Generic Assays Anti-ASGPR

Reagents, composition, storage, and stability

• Microtiter plate. 12 breakable strips with 8 wells each (96 well total) coated with rabbit ASGPR. The plate is supplied vacuum sealed with a drying agent
• Concentrated wash buffer. 100 mL of 10X concentrate wash buffer
• Sample Diluent. 100 mL of diluent.  Ready to use.
• Conjugate. 15 mL of goat anti-human IgG coupled to HRP. Ready to use.
• Substrate. 15 mL of TMB in citrate buffer containing H₂O₂.  Ready to use
• Stop Solution. 15 mL of 0.25 M sulfuric acid. Ready to use
• Positive Control. 1 mL of pre-diluted serum. Ready to use
• Cut-off Control. 1 mL of pre-diluted serum. Ready to use
• Negative Control. 1 mL of pre-diluted serum. Ready to use

Asialoglycoprotein receptor (ASGPR) is a C-type lectin that is principally expressed on the sinusoidal surface of hepatocytes.  The major role of ASGPR is to clear from circulation glycoproteins containing terminal N-acetylgalactosamine or galactose via binding and cellular internalization.  It has also been shown to be involved in the clearance of IgA, apoptotic bodies, low-density lipoproteins, and cellular fibronectin.

In normal hepatocytes, ASGPR is expressed in a polar manner.  During liver inflammation, expression shift from the sinusoidal and basolateral surface towards the canalicular membrane.  ASGPR is overexpressed in cirrhosis and end-stage liver diseases.  ASGPR can frequently be the autoimmune target in immune-mediated liver diseases.

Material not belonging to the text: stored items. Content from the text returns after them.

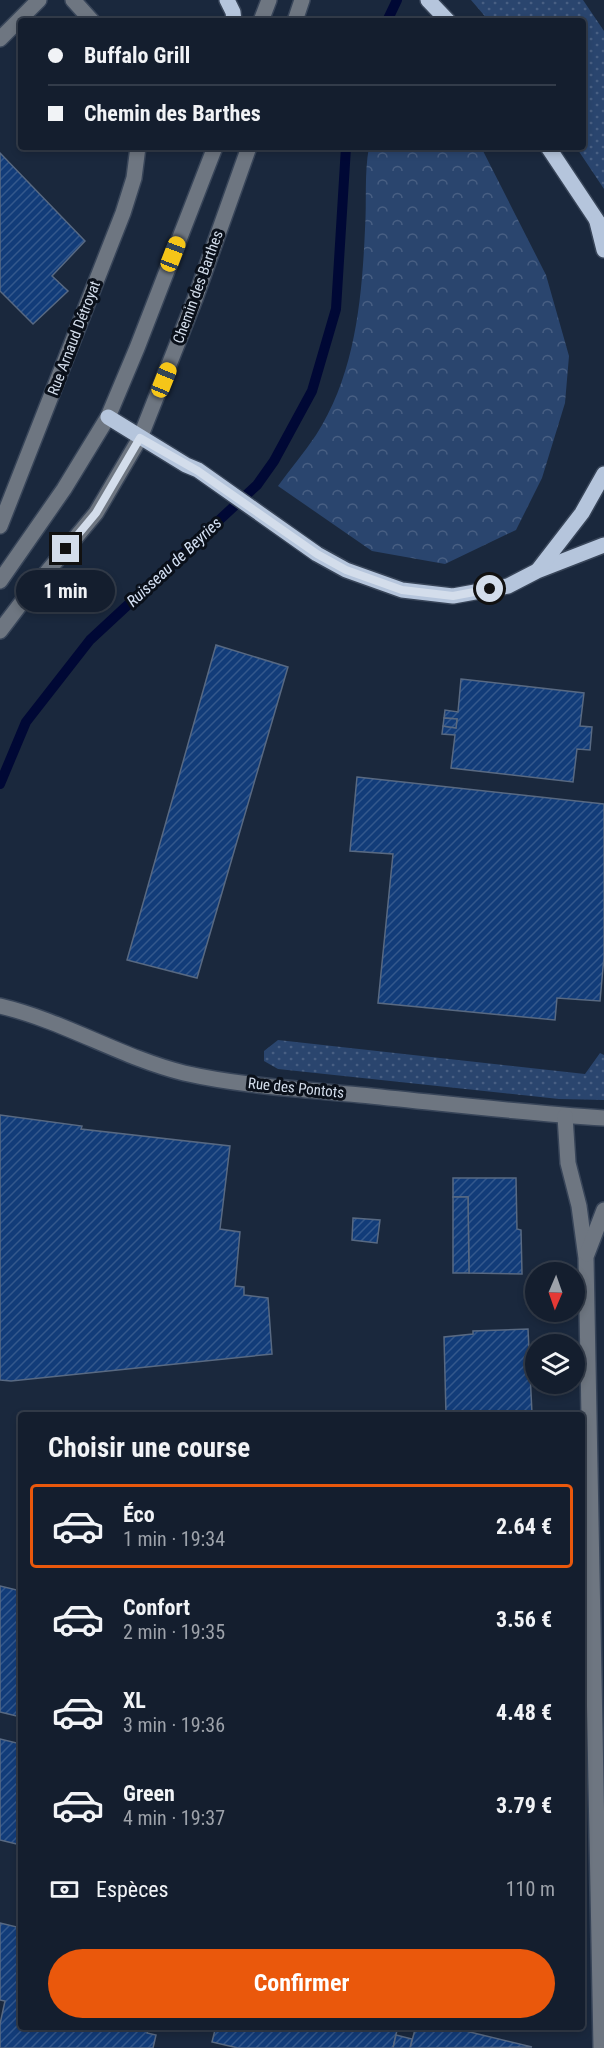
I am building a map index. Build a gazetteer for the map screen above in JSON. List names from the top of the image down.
{
  "streets": {
    "street": ["Chemin des Barthes", "Rue Arnaud Détroyat", "Rue des Pontots"]
  },
  "water": ["Ruisseau de Beyries"],
  "north": "bottom",
  "page": {
    "banner": ["Buffalo Grill", "Chemin des Barthes"],
    "bubble": "1 min",
    "heading": "Choisir une course",
    "list": [
      {
        "name": "Éco",
        "note": "1 min · 19:34",
        "value": "2.64 €"
      },
      {
        "name": "Confort",
        "note": "2 min · 19:35",
        "value": "3.56 €"
      },
      {
        "name": "XL",
        "note": "3 min · 19:36",
        "value": "4.48 €"
      },
      {
        "name": "Green",
        "note": "4 min · 19:37",
        "value": "3.79 €"
      }
    ],
    "pay": ["Espèces", "110 m"],
    "buttons": "Confirmer"
  }
}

One of the major challenges in developing a molecular assay for ASGPR has been access to highly purified and immunogenic protein.  Recombinant antigen has been produced, though its immunogenicity appears to be poor, according to a report by Treichel.  Therefore, ASGPR obtained via chromatographic separation on galactose-sepharose, seems the best source of antigen.